● WHAT IS BEING ASKED
Each record below is to be restated word for word.

[Stored data entries]

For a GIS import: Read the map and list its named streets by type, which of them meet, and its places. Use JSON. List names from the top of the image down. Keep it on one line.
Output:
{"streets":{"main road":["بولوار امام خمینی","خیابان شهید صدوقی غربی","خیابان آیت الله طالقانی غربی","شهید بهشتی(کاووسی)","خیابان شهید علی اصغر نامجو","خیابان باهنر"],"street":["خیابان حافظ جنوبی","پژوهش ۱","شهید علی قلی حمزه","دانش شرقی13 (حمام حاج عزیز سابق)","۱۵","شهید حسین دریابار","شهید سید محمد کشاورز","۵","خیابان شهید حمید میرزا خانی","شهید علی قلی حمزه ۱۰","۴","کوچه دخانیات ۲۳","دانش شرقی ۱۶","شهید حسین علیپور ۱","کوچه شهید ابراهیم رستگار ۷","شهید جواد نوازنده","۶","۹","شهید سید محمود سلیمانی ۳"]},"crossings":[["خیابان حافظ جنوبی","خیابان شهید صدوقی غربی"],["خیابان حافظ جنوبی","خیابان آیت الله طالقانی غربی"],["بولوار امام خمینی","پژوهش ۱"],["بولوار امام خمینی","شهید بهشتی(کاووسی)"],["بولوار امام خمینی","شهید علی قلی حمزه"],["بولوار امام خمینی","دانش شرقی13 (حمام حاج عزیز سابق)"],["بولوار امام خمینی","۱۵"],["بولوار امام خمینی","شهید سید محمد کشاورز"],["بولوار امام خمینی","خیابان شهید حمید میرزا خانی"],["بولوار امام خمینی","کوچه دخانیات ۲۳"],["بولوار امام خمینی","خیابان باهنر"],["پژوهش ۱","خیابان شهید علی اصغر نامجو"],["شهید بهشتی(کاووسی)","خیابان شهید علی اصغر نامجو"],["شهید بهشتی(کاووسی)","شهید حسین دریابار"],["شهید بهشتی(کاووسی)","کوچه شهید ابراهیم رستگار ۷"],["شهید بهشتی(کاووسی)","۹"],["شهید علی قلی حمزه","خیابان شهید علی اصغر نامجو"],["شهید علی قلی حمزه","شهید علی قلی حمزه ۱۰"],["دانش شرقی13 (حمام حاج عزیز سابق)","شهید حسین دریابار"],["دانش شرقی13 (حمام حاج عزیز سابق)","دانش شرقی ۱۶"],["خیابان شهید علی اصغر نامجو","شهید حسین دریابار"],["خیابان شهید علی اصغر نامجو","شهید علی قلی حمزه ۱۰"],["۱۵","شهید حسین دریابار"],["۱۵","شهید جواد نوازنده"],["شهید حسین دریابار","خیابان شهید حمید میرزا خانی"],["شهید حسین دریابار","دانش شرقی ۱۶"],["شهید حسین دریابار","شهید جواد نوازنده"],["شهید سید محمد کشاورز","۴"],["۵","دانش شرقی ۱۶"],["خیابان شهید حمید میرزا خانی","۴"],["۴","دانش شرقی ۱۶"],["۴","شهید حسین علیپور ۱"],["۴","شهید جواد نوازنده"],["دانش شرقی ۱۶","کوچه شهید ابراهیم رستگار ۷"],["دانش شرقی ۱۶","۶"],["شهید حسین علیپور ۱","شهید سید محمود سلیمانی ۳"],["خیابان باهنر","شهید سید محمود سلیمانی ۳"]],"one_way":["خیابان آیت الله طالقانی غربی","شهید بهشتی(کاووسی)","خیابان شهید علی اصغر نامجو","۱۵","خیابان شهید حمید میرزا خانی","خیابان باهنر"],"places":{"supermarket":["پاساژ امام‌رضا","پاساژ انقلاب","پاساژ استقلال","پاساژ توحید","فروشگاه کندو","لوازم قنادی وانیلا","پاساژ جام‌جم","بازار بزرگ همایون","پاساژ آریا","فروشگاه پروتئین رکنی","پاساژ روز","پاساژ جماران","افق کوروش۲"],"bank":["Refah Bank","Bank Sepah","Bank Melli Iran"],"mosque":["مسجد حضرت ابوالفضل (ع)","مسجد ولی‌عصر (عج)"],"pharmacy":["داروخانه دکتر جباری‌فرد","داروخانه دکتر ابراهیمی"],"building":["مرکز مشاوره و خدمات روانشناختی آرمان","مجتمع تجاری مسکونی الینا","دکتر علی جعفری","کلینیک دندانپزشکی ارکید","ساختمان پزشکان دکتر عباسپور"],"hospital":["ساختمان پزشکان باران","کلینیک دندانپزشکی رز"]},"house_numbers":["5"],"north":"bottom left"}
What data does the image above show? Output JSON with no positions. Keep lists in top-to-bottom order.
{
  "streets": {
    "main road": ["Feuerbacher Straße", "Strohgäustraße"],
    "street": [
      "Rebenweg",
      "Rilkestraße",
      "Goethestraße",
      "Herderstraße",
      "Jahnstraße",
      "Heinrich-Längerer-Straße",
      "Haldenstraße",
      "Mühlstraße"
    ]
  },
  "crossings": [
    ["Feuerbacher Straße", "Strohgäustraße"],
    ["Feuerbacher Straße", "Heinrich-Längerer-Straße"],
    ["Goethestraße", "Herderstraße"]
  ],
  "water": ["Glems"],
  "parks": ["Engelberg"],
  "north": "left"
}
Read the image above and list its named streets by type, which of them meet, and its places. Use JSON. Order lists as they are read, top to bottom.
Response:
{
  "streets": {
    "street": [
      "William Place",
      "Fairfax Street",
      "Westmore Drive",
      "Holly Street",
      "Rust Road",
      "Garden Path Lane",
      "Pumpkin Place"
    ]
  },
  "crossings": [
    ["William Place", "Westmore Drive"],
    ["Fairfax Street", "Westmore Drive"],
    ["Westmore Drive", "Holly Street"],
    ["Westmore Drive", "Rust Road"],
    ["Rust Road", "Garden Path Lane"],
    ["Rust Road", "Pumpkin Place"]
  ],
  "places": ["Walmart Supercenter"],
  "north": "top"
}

● RESULT OF THE EXERCISE
For a GIS import: Read the map and list its named streets by type, which of them meet, and its places. Use JSON. List names from the top of the image down. Keep it on one line.
Output:
{"streets":{"main road":["بولوار امام خمینی","خیابان شهید صدوقی غربی","خیابان آیت الله طالقانی غربی","شهید بهشتی(کاووسی)","خیابان شهید علی اصغر نامجو","خیابان باهنر"],"street":["خیابان حافظ جنوبی","پژوهش ۱","شهید علی قلی حمزه","دانش شرقی13 (حمام حاج عزیز سابق)","۱۵","شهید حسین دریابار","شهید سید محمد کشاورز","۵","خیابان شهید حمید میرزا خانی","شهید علی قلی حمزه ۱۰","۴","کوچه دخانیات ۲۳","دانش شرقی ۱۶","شهید حسین علیپور ۱","کوچه شهید ابراهیم رستگار ۷","شهید جواد نوازنده","۶","۹","شهید سید محمود سلیمانی ۳"]},"crossings":[["خیابان حافظ جنوبی","خیابان شهید صدوقی غربی"],["خیابان حافظ جنوبی","خیابان آیت الله طالقانی غربی"],["بولوار امام خمینی","پژوهش ۱"],["بولوار امام خمینی","شهید بهشتی(کاووسی)"],["بولوار امام خمینی","شهید علی قلی حمزه"],["بولوار امام خمینی","دانش شرقی13 (حمام حاج عزیز سابق)"],["بولوار امام خمینی","۱۵"],["بولوار امام خمینی","شهید سید محمد کشاورز"],["بولوار امام خمینی","خیابان شهید حمید میرزا خانی"],["بولوار امام خمینی","کوچه دخانیات ۲۳"],["بولوار امام خمینی","خیابان باهنر"],["پژوهش ۱","خیابان شهید علی اصغر نامجو"],["شهید بهشتی(کاووسی)","خیابان شهید علی اصغر نامجو"],["شهید بهشتی(کاووسی)","شهید حسین دریابار"],["شهید بهشتی(کاووسی)","کوچه شهید ابراهیم رستگار ۷"],["شهید بهشتی(کاووسی)","۹"],["شهید علی قلی حمزه","خیابان شهید علی اصغر نامجو"],["شهید علی قلی حمزه","شهید علی قلی حمزه ۱۰"],["دانش شرقی13 (حمام حاج عزیز سابق)","شهید حسین دریابار"],["دانش شرقی13 (حمام حاج عزیز سابق)","دانش شرقی ۱۶"],["خیابان شهید علی اصغر نامجو","شهید حسین دریابار"],["خیابان شهید علی اصغر نامجو","شهید علی قلی حمزه ۱۰"],["۱۵","شهید حسین دریابار"],["۱۵","شهید جواد نوازنده"],["شهید حسین دریابار","خیابان شهید حمید میرزا خانی"],["شهید حسین دریابار","دانش شرقی ۱۶"],["شهید حسین دریابار","شهید جواد نوازنده"],["شهید سید محمد کشاورز","۴"],["۵","دانش شرقی ۱۶"],["خیابان شهید حمید میرزا خانی","۴"],["۴","دانش شرقی ۱۶"],["۴","شهید حسین علیپور ۱"],["۴","شهید جواد نوازنده"],["دانش شرقی ۱۶","کوچه شهید ابراهیم رستگار ۷"],["دانش شرقی ۱۶","۶"],["شهید حسین علیپور ۱","شهید سید محمود سلیمانی ۳"],["خیابان باهنر","شهید سید محمود سلیمانی ۳"]],"one_way":["خیابان آیت الله طالقانی غربی","شهید بهشتی(کاووسی)","خیابان شهید علی اصغر نامجو","۱۵","خیابان شهید حمید میرزا خانی","خیابان باهنر"],"places":{"supermarket":["پاساژ امام‌رضا","پاساژ انقلاب","پاساژ استقلال","پاساژ توحید","فروشگاه کندو","لوازم قنادی وانیلا","پاساژ جام‌جم","بازار بزرگ همایون","پاساژ آریا","فروشگاه پروتئین رکنی","پاساژ روز","پاساژ جماران","افق کوروش۲"],"bank":["Refah Bank","Bank Sepah","Bank Melli Iran"],"mosque":["مسجد حضرت ابوالفضل (ع)","مسجد ولی‌عصر (عج)"],"pharmacy":["داروخانه دکتر جباری‌فرد","داروخانه دکتر ابراهیمی"],"building":["مرکز مشاوره و خدمات روانشناختی آرمان","مجتمع تجاری مسکونی الینا","دکتر علی جعفری","کلینیک دندانپزشکی ارکید","ساختمان پزشکان دکتر عباسپور"],"hospital":["ساختمان پزشکان باران","کلینیک دندانپزشکی رز"]},"house_numbers":["5"],"north":"bottom left"}
What data does the image above show? Output JSON with no positions. Keep lists in top-to-bottom order.
{
  "streets": {
    "main road": ["Feuerbacher Straße", "Strohgäustraße"],
    "street": [
      "Rebenweg",
      "Rilkestraße",
      "Goethestraße",
      "Herderstraße",
      "Jahnstraße",
      "Heinrich-Längerer-Straße",
      "Haldenstraße",
      "Mühlstraße"
    ]
  },
  "crossings": [
    ["Feuerbacher Straße", "Strohgäustraße"],
    ["Feuerbacher Straße", "Heinrich-Längerer-Straße"],
    ["Goethestraße", "Herderstraße"]
  ],
  "water": ["Glems"],
  "parks": ["Engelberg"],
  "north": "left"
}
Read the image above and list its named streets by type, which of them meet, and its places. Use JSON. Order lists as they are read, top to bottom.
Response:
{
  "streets": {
    "street": [
      "William Place",
      "Fairfax Street",
      "Westmore Drive",
      "Holly Street",
      "Rust Road",
      "Garden Path Lane",
      "Pumpkin Place"
    ]
  },
  "crossings": [
    ["William Place", "Westmore Drive"],
    ["Fairfax Street", "Westmore Drive"],
    ["Westmore Drive", "Holly Street"],
    ["Westmore Drive", "Rust Road"],
    ["Rust Road", "Garden Path Lane"],
    ["Rust Road", "Pumpkin Place"]
  ],
  "places": ["Walmart Supercenter"],
  "north": "top"
}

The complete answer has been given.